### [Task statement]
Print the listing in its entirety and exactly, leaving out images.

>>>>>

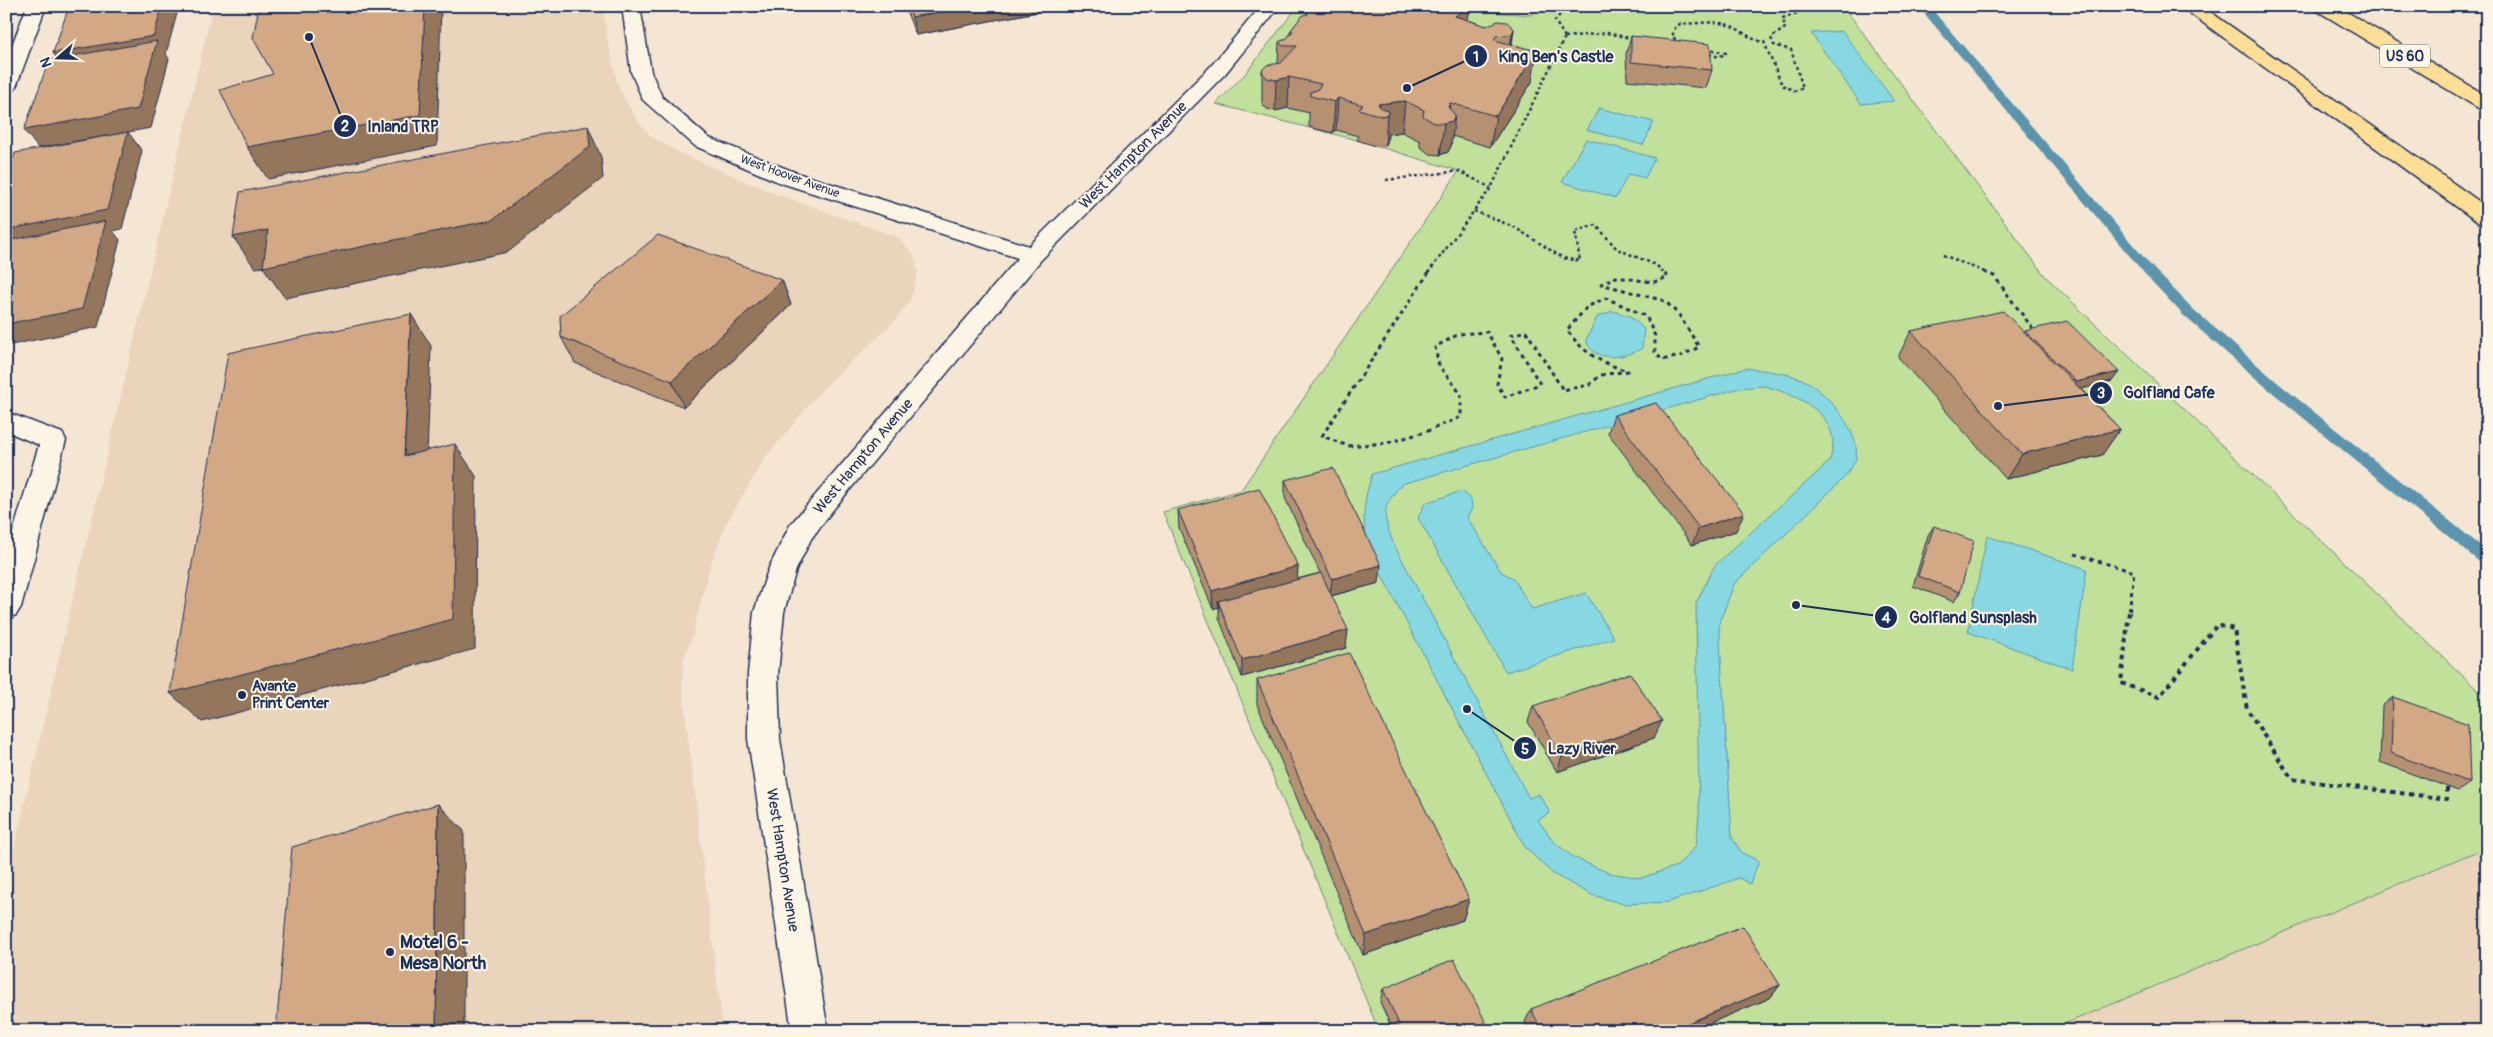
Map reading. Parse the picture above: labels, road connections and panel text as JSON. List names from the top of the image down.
{
  "streets": {
    "highway": ["US 60"],
    "street": ["West Hampton Avenue", "West Hoover Avenue"]
  },
  "crossings": [
    ["West Hampton Avenue", "West Hoover Avenue"]
  ],
  "places": [
    "Inland TRP",
    "King Ben's Castle",
    "Golfland Cafe",
    "Golfland Sunsplash",
    "Avante Print Center",
    "Lazy River",
    "Motel 6 - Mesa North"
  ],
  "north": "left"
}
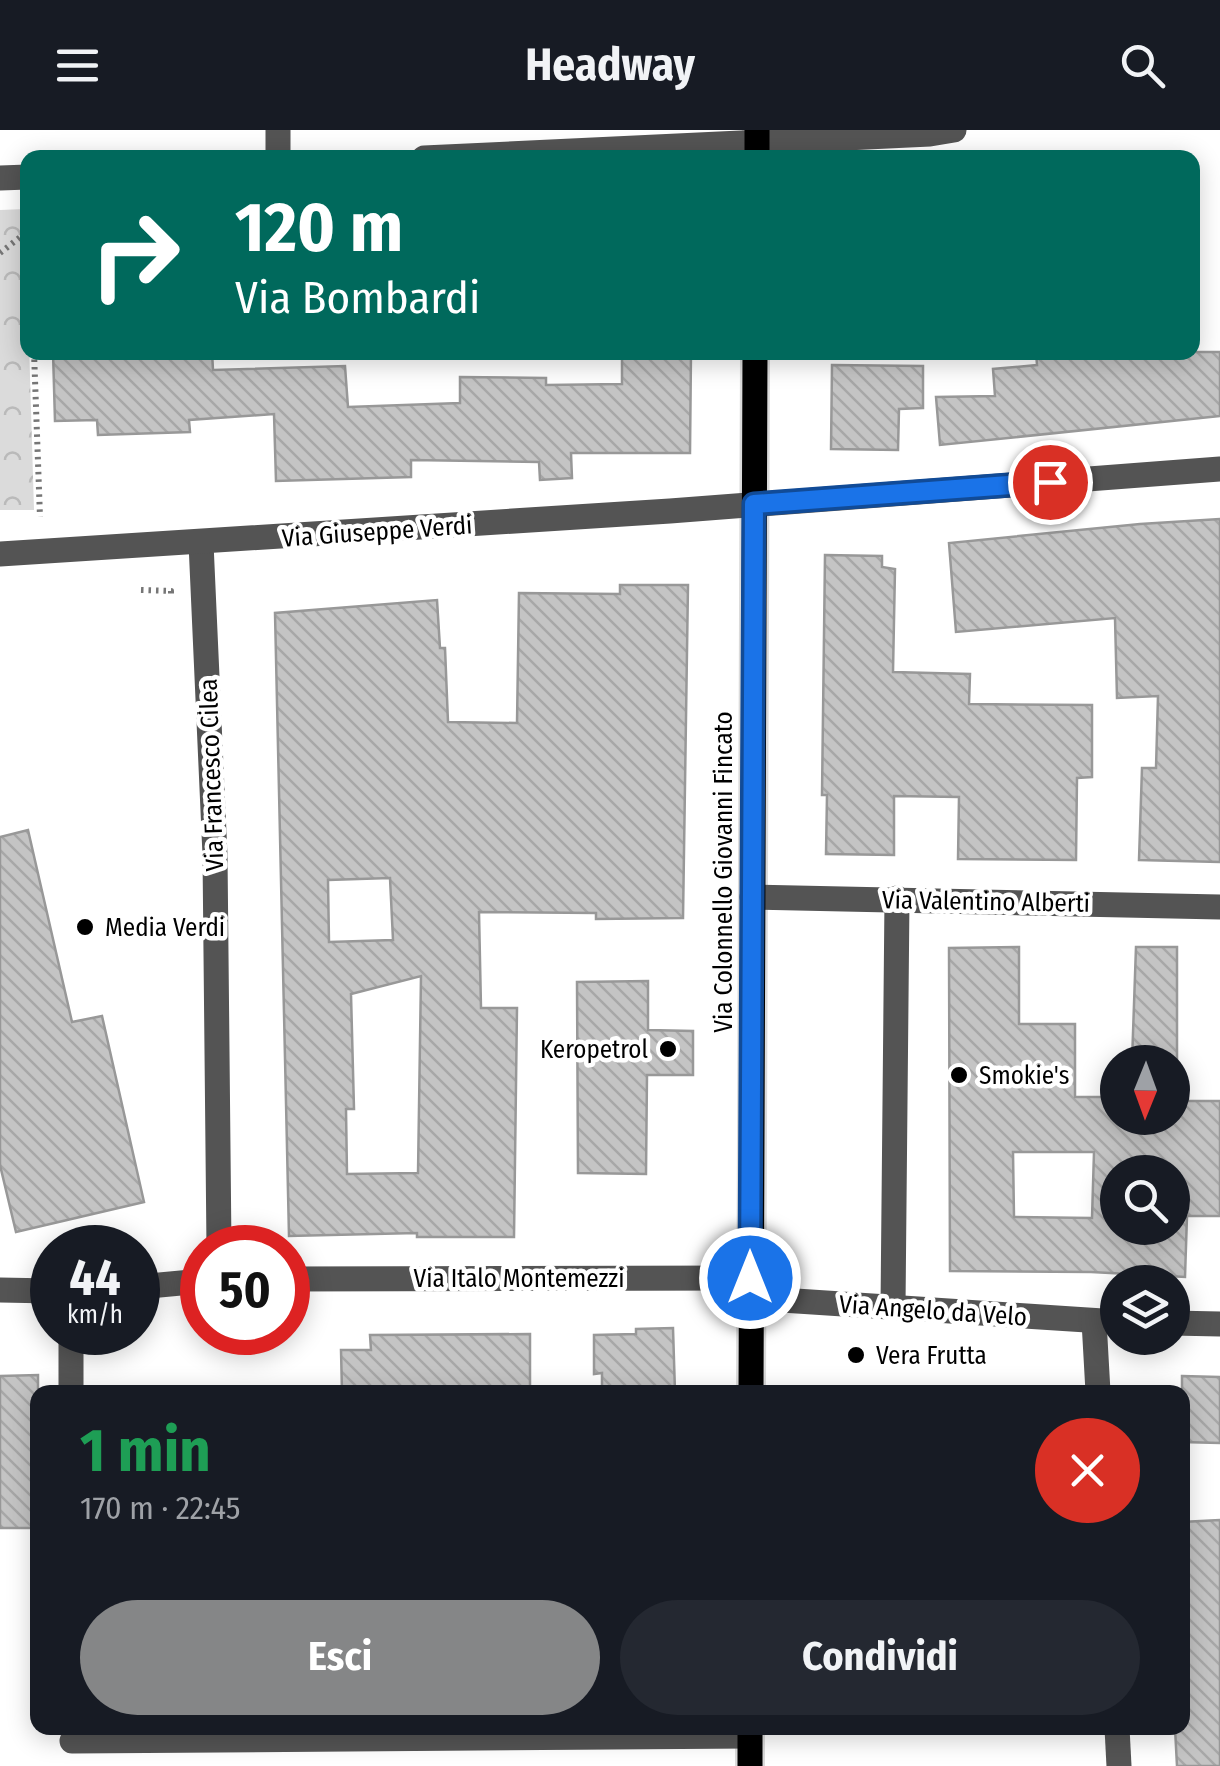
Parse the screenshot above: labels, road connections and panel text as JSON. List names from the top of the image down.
{
  "streets": {
    "main road": ["Via Colonnello Giovanni Fincato"],
    "street": [
      "Via Giuseppe Verdi",
      "Via Francesco Cilea",
      "Via Valentino Alberti",
      "Via Italo Montemezzi",
      "Via Angelo da Velo"
    ]
  },
  "crossings": [
    ["Via Giuseppe Verdi", "Via Francesco Cilea"],
    ["Via Giuseppe Verdi", "Via Colonnello Giovanni Fincato"],
    ["Via Colonnello Giovanni Fincato", "Via Valentino Alberti"],
    ["Via Colonnello Giovanni Fincato", "Via Italo Montemezzi"],
    ["Via Colonnello Giovanni Fincato", "Via Angelo da Velo"],
    ["Via Italo Montemezzi", "Via Angelo da Velo"]
  ],
  "places": [
    "Media Verdi",
    "Keropetrol",
    "Smokie's",
    "Vera Frutta"
  ],
  "north": "bottom",
  "page": {
    "header": "Headway",
    "turn": ["120 m", "Via Bombardi"],
    "speed": "44 km/h",
    "limit": "50",
    "heading": ["1 min", "170 m · 22:45"],
    "buttons": ["Esci", "Condividi"]
  }
}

<<<<<

### [Task solution]
Map reading. Parse the picture above: labels, road connections and panel text as JSON. List names from the top of the image down.
{
  "streets": {
    "highway": ["US 60"],
    "street": ["West Hampton Avenue", "West Hoover Avenue"]
  },
  "crossings": [
    ["West Hampton Avenue", "West Hoover Avenue"]
  ],
  "places": [
    "Inland TRP",
    "King Ben's Castle",
    "Golfland Cafe",
    "Golfland Sunsplash",
    "Avante Print Center",
    "Lazy River",
    "Motel 6 - Mesa North"
  ],
  "north": "left"
}
Parse the screenshot above: labels, road connections and panel text as JSON. List names from the top of the image down.
{
  "streets": {
    "main road": ["Via Colonnello Giovanni Fincato"],
    "street": [
      "Via Giuseppe Verdi",
      "Via Francesco Cilea",
      "Via Valentino Alberti",
      "Via Italo Montemezzi",
      "Via Angelo da Velo"
    ]
  },
  "crossings": [
    ["Via Giuseppe Verdi", "Via Francesco Cilea"],
    ["Via Giuseppe Verdi", "Via Colonnello Giovanni Fincato"],
    ["Via Colonnello Giovanni Fincato", "Via Valentino Alberti"],
    ["Via Colonnello Giovanni Fincato", "Via Italo Montemezzi"],
    ["Via Colonnello Giovanni Fincato", "Via Angelo da Velo"],
    ["Via Italo Montemezzi", "Via Angelo da Velo"]
  ],
  "places": [
    "Media Verdi",
    "Keropetrol",
    "Smokie's",
    "Vera Frutta"
  ],
  "north": "bottom",
  "page": {
    "header": "Headway",
    "turn": ["120 m", "Via Bombardi"],
    "speed": "44 km/h",
    "limit": "50",
    "heading": ["1 min", "170 m · 22:45"],
    "buttons": ["Esci", "Condividi"]
  }
}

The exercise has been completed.